## Stored items
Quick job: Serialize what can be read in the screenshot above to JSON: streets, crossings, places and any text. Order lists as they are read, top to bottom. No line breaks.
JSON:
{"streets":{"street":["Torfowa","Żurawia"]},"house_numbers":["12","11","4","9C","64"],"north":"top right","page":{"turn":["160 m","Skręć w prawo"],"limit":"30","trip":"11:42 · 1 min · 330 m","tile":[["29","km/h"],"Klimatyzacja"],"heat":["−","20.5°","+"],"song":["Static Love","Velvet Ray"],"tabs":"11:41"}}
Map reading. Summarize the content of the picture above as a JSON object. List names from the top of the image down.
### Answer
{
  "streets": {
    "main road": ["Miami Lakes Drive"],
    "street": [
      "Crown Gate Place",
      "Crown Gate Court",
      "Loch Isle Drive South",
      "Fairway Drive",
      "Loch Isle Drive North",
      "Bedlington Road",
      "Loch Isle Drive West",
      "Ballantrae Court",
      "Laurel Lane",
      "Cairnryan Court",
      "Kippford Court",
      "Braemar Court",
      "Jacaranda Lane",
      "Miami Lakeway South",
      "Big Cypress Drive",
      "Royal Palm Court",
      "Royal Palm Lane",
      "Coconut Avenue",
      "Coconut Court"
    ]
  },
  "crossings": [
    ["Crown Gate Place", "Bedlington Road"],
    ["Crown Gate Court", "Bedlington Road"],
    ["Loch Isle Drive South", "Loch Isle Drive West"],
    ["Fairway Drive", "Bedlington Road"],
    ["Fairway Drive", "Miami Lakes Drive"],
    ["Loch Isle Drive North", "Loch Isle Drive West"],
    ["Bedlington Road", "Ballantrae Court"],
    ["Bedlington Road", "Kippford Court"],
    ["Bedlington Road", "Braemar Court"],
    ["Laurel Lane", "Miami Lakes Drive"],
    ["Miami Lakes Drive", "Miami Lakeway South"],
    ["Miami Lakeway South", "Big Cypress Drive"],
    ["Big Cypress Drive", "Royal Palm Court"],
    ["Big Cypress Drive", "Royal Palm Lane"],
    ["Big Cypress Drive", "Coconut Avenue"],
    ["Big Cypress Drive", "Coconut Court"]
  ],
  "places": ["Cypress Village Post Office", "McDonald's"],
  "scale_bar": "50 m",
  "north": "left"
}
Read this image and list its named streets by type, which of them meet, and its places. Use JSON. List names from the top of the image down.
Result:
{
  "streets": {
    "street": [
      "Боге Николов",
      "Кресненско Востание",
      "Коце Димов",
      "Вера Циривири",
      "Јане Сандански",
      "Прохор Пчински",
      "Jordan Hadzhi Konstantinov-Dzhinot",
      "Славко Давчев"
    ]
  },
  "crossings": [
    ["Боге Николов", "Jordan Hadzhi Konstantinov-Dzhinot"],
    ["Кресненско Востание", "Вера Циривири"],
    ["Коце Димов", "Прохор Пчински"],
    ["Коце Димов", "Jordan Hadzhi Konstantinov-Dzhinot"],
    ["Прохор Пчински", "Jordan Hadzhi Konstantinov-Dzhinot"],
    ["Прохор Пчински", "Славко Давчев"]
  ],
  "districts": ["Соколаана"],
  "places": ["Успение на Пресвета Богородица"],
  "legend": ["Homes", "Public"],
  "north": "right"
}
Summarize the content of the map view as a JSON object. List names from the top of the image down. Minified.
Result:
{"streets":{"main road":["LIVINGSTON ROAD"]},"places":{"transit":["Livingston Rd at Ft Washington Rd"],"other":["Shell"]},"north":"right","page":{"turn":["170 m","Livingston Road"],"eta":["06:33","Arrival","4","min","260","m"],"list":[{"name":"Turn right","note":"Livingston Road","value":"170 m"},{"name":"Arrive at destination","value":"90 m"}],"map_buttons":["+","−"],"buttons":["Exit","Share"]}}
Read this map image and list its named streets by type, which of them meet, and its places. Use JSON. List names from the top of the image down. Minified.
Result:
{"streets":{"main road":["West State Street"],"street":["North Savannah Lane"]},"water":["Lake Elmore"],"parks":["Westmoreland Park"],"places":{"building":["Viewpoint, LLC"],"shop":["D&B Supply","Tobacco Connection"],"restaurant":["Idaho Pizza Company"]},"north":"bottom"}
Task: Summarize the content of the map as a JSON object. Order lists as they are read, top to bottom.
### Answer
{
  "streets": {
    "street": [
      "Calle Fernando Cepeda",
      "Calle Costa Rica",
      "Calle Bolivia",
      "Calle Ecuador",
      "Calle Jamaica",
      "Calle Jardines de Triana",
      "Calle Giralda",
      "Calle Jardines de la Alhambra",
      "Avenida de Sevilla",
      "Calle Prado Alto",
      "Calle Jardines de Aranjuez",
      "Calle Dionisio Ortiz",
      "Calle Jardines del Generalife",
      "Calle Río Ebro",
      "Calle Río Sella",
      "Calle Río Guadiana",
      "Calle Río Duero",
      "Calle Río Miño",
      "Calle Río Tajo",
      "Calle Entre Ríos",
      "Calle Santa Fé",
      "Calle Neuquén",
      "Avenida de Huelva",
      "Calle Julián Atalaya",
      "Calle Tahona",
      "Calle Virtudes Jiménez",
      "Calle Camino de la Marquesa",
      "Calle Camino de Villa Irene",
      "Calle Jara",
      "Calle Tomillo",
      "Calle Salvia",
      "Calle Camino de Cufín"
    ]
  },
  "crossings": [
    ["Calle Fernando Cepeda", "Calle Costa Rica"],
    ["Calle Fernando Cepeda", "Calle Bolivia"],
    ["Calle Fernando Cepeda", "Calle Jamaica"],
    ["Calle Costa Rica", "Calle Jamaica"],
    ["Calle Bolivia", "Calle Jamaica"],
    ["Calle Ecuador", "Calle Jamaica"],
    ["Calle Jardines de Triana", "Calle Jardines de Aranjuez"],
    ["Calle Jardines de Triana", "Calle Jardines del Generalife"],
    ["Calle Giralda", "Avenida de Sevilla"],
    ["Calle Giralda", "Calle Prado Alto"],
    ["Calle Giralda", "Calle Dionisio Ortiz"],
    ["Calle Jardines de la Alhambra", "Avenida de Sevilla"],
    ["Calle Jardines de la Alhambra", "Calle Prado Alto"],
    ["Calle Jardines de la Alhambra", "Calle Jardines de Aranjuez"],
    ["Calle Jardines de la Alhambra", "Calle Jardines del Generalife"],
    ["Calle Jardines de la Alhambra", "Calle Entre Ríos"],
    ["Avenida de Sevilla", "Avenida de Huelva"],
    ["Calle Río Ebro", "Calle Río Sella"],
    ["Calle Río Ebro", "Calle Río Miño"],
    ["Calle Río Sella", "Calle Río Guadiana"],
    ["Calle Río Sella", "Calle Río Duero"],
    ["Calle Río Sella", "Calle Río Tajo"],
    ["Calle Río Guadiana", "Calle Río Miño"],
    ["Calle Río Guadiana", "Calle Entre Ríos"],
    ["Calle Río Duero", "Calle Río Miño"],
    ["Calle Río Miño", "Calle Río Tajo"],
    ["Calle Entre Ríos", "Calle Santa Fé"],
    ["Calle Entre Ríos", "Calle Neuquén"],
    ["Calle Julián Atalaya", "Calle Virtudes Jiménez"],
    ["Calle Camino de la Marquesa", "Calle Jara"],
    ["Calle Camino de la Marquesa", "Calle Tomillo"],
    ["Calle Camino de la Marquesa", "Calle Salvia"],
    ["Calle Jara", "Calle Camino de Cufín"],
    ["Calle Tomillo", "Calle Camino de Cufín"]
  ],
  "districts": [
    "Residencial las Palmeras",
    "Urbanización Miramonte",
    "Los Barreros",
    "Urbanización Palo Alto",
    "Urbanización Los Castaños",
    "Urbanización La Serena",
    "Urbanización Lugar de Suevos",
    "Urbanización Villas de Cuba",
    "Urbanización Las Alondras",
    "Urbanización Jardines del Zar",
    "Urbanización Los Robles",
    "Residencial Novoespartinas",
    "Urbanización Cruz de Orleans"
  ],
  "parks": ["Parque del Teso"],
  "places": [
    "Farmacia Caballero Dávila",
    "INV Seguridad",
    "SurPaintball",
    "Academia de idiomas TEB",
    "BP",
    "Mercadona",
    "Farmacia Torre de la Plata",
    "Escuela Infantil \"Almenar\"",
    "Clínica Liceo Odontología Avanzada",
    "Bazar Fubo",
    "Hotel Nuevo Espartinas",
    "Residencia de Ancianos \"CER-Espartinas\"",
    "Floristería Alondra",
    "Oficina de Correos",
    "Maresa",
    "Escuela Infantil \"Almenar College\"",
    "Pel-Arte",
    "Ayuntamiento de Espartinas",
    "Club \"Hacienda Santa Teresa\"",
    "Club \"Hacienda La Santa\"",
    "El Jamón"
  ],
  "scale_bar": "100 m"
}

## PROBLEM STATEMENT
Tally the lines of the records that hold the word "Triana" and output only the total.

## ANSWER TO THE PROBLEM
3